Backofen superplasticity rediscovery
Appears in 3 lectures.
Appearances across the corpus
Tom references Backofen's foundational aluminum-zinc superplasticity work (around 30% zinc or 30% aluminum) and his 1972 book where he was still wrestling with how to maintain fine grain size. Not a developed case but a recurring methodological anchor — Backofen was Tom's teacher.
Student: Solubility also.
Solubility and diffusivity — well, they're interrelated. You have to look at the whole phase diagram. Usually it's one phase in another, and nature chooses which wants to be the minor phase and which the major phase. If solubility and everything else were all the same, you should get two peaks. Or maybe it just becomes one big thing in the middle — maybe the 50% in between isn't much of a trough. There's a lot of scatter in that data. But the point is, at 30%, from pure geometry, you get the most grain boundary area for two phases interlocking. It's hard to get superplastic alloys that are single phase.
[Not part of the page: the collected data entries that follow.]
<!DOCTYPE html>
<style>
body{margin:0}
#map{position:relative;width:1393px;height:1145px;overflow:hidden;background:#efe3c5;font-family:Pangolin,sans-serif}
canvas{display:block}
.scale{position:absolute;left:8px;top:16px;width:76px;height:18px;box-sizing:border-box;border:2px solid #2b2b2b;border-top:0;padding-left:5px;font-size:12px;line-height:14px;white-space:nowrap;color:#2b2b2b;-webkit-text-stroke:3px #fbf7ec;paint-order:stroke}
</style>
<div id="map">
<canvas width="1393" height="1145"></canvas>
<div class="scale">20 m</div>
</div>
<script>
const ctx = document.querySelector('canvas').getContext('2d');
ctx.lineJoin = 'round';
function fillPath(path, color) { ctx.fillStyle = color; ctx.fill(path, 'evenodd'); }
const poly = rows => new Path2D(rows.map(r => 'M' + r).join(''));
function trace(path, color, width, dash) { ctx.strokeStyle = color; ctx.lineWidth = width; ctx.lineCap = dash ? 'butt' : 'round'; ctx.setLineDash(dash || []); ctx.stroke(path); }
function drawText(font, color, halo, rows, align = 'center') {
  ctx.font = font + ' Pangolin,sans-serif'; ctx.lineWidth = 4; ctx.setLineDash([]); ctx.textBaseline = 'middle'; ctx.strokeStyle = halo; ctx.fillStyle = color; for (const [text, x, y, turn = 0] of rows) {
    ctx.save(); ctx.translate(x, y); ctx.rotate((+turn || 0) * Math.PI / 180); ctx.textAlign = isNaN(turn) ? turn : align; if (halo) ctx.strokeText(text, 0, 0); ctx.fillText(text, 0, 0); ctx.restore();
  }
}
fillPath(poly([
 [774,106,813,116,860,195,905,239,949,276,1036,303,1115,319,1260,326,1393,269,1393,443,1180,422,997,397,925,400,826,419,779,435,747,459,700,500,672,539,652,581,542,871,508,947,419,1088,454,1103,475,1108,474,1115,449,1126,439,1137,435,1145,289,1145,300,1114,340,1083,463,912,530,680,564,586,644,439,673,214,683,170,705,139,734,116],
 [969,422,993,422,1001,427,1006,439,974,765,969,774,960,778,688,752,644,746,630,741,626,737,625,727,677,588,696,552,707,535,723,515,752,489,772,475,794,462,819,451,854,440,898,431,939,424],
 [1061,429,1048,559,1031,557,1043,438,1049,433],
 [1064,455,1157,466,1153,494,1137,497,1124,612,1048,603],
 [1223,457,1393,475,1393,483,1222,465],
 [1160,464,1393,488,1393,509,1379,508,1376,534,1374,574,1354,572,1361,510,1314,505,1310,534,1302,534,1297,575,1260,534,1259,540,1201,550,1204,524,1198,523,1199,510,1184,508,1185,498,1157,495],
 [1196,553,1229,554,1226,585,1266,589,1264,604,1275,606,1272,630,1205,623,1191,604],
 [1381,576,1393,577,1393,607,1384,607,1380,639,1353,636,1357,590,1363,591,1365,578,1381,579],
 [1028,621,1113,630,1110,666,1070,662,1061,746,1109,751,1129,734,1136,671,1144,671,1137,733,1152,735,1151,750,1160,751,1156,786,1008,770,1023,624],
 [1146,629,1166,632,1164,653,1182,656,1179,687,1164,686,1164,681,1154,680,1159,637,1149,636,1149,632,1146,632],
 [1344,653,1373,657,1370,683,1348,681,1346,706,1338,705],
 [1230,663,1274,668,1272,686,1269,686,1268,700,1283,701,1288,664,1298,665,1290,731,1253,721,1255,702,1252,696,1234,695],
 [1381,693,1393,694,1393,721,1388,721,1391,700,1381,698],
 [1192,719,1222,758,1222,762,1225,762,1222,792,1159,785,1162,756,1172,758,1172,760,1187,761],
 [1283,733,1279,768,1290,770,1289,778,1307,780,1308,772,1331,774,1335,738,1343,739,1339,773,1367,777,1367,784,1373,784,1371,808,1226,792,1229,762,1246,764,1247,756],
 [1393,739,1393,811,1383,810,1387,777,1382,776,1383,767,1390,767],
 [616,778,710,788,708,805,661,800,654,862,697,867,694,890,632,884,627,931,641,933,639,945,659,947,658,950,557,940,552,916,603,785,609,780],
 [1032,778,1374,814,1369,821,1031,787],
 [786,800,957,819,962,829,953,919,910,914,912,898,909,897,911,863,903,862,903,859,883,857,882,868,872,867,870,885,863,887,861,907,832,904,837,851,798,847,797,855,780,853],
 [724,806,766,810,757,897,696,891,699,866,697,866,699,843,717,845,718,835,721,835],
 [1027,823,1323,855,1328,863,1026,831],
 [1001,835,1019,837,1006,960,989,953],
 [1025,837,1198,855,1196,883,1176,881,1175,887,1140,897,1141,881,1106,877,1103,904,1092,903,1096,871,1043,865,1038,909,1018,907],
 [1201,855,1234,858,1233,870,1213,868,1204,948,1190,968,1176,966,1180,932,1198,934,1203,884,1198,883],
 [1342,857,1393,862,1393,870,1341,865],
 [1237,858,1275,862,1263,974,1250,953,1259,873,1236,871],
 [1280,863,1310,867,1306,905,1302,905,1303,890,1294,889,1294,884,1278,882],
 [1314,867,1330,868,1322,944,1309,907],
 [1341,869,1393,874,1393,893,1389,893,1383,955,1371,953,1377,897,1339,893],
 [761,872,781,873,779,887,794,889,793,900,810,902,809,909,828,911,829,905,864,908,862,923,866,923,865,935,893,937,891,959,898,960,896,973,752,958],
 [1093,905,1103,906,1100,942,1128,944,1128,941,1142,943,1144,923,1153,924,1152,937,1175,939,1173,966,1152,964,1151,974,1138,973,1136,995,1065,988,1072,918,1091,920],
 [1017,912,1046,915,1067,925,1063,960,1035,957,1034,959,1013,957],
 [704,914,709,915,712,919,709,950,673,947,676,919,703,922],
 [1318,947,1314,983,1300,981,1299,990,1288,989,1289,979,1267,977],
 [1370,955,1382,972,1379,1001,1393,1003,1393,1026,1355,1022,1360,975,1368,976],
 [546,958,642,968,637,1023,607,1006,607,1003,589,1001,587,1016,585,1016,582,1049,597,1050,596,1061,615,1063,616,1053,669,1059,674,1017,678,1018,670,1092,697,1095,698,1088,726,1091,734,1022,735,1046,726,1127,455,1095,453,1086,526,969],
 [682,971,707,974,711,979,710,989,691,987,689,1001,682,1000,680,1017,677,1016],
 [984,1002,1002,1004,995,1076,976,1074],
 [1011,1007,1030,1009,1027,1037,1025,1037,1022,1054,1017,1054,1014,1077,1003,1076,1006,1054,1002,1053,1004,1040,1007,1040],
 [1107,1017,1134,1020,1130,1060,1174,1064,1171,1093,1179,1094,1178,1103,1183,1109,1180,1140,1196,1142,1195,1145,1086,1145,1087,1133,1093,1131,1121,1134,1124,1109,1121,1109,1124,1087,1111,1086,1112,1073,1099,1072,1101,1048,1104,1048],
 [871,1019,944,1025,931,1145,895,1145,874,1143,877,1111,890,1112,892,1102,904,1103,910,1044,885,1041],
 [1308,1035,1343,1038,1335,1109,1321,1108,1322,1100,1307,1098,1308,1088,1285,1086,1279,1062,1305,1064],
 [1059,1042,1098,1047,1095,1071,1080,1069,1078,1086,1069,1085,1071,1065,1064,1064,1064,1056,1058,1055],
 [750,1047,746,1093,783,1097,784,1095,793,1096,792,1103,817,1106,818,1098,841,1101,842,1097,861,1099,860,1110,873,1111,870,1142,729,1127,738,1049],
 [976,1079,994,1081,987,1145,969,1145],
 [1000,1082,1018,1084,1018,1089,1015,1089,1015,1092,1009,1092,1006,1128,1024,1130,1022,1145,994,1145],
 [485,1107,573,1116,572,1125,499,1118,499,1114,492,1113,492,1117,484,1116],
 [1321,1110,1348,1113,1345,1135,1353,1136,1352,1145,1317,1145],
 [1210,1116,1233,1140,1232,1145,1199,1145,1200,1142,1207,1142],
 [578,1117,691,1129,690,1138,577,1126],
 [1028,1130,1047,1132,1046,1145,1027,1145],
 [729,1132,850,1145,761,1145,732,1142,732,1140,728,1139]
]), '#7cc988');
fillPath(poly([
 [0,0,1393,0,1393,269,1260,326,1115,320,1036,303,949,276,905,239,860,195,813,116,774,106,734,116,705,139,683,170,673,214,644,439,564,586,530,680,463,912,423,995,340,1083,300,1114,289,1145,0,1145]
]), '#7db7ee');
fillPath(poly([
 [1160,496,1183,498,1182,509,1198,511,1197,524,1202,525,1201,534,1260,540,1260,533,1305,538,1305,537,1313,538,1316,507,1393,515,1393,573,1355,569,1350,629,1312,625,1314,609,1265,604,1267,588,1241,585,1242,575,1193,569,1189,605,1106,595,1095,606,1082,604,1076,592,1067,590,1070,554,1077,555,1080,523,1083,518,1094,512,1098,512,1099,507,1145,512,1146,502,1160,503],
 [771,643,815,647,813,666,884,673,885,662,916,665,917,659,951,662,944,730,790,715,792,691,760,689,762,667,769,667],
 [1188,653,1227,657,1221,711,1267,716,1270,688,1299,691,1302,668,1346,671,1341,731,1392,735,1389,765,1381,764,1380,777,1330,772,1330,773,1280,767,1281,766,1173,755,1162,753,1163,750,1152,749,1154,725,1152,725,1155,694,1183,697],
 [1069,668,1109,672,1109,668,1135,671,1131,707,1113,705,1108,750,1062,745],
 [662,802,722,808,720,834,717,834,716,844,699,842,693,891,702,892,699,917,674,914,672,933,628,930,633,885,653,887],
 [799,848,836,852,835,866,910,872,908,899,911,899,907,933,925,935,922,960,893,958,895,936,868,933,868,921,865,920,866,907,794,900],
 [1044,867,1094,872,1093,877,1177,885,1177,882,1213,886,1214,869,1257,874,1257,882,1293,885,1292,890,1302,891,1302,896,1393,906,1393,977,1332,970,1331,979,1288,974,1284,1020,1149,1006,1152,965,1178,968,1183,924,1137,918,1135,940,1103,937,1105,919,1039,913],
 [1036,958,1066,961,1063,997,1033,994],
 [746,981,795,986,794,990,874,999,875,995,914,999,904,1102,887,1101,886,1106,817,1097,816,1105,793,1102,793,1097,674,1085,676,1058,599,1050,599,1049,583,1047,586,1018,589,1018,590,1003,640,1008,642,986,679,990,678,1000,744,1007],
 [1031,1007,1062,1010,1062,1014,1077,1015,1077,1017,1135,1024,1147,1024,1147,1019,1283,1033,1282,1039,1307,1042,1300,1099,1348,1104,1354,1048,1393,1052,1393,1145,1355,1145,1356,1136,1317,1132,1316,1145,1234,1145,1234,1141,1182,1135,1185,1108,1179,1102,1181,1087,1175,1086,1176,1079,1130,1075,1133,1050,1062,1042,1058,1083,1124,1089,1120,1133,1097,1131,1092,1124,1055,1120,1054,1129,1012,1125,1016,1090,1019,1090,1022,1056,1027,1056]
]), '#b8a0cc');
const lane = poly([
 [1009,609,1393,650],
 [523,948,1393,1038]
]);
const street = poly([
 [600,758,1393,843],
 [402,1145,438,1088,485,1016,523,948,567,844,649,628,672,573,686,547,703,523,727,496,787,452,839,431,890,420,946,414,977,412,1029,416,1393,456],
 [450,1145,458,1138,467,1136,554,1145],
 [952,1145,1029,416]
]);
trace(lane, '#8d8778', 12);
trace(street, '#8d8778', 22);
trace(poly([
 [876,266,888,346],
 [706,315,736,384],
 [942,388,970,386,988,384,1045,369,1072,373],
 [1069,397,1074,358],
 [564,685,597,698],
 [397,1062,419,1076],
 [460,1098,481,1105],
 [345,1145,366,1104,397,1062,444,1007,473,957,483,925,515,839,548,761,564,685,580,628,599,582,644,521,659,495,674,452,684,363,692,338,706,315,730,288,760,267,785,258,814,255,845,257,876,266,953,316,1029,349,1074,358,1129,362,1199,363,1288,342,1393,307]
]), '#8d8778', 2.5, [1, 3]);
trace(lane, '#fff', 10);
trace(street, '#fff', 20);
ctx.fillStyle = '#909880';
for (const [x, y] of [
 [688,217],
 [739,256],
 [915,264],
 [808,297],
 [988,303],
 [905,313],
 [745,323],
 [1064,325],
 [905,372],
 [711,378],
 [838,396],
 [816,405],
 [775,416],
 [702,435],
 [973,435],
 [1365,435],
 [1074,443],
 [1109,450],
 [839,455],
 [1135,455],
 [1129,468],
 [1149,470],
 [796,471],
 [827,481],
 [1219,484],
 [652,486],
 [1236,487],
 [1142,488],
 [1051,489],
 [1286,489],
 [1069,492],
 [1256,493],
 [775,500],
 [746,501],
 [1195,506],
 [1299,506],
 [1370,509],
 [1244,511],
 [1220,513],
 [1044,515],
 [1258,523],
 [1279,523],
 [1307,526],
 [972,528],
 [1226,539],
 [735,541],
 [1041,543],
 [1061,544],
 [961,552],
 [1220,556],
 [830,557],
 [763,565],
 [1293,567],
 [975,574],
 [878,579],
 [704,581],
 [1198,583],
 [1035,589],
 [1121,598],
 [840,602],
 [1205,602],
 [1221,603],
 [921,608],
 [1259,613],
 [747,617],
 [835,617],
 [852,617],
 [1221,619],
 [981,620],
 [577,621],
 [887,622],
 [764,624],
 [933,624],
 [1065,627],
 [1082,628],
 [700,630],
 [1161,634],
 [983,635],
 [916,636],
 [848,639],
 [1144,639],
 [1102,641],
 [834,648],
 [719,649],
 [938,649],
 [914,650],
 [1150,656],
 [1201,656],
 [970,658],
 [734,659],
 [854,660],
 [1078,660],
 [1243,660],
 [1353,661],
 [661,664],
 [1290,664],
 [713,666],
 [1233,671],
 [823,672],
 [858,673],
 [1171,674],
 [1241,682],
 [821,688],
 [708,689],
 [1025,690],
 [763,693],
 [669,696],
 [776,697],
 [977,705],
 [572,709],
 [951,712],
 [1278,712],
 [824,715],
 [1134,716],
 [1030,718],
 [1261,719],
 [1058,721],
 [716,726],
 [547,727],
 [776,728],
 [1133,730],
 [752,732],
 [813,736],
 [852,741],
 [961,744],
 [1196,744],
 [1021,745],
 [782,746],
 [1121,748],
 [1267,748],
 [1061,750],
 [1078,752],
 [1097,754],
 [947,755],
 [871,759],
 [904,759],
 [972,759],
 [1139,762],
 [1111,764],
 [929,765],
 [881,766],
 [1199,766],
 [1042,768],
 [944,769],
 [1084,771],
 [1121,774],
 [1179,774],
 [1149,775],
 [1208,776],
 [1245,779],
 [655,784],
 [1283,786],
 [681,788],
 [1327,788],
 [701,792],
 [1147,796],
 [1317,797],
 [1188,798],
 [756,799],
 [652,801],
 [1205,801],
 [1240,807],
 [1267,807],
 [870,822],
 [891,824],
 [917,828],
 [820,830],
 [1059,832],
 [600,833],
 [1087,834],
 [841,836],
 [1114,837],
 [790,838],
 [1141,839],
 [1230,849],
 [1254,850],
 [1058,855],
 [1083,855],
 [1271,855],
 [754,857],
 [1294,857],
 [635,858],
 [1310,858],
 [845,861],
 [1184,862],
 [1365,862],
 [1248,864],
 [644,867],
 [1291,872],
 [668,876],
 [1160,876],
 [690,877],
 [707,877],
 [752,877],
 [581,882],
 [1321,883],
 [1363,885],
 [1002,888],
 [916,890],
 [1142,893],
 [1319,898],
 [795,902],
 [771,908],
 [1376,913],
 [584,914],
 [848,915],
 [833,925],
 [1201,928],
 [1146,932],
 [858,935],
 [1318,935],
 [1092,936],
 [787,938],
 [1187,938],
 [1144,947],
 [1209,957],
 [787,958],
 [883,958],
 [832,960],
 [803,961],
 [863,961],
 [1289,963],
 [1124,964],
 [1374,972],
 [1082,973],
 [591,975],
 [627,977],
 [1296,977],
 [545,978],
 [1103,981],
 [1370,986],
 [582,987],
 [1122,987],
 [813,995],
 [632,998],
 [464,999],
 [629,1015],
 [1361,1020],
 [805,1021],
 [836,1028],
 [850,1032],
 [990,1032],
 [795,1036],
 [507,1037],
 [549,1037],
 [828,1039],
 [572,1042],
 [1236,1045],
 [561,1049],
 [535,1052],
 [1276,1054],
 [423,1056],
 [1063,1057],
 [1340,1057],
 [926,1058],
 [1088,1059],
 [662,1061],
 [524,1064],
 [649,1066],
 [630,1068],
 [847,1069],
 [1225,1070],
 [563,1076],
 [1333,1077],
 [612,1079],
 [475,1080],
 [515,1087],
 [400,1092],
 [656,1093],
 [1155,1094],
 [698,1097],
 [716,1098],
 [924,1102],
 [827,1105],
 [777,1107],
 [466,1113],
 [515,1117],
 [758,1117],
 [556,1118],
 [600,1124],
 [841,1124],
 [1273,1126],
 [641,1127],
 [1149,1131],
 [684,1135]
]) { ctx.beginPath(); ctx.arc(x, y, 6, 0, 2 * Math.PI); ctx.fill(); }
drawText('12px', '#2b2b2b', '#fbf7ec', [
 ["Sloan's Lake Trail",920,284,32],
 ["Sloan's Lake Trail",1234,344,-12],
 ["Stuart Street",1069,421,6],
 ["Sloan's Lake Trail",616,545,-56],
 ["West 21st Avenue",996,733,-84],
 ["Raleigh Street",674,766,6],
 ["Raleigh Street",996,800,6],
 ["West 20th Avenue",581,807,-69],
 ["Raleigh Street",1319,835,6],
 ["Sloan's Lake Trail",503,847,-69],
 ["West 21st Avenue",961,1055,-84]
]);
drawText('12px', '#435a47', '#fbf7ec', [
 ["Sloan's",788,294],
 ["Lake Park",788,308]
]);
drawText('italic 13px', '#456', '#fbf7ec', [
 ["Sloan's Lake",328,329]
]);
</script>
You need the stabilization of the microstructure by having the two phases intermixed.
Backofen, working at MIT in the 1960s on fine-grain-size effects, rediscovered superplasticity. Found a 1938 German paper that had been lost during WWII. Tom inherited Backofen's original samples when he took over his office as an assistant professor and uses them as teaching artifacts.
Backofen rediscovered superplasticity. He found a 1938 paper from Germany where they had measured superplasticity with very fine grain material. Because of World War II it got lost. It wasn't until the early '60s that Backofen rediscovered it. I will bring in some of Backofen's original samples — I was, you know, the short little door 8137 as you walk down around the corner from the infinite corridor, that was my first office. I shared it as an assistant professor with Backofen's last doctoral students, and I picked up many of his samples. When I teach deformation processing, you're going to see Al Backofen's samples, his touchy-feelies, to pass around the room. These superplasticity samples should be in the Smithsonian. We couldn't build jet engines without superplasticity.
Backofen's 1965 rediscovery of German pre-WWII superplasticity work, which enabled isothermal forging of jet engine turbine discs. Tom references graphite and molybdenum dies for hot superplastic forming of nickel superalloys at 2200°F.
The third one is called isothermal forging, and it was developed because of Backofen and superplasticity in 1965, when he rediscovered it from Germany. That's Tuesday's lecture; I don't think we'll get to that today. Isothermal forging is how we make a lot of the turbine discs for airplanes, jet engines and so on. That sample should be in the Smithsonian. I recovered it from a graduate student's desk — they were using it as an ashtray.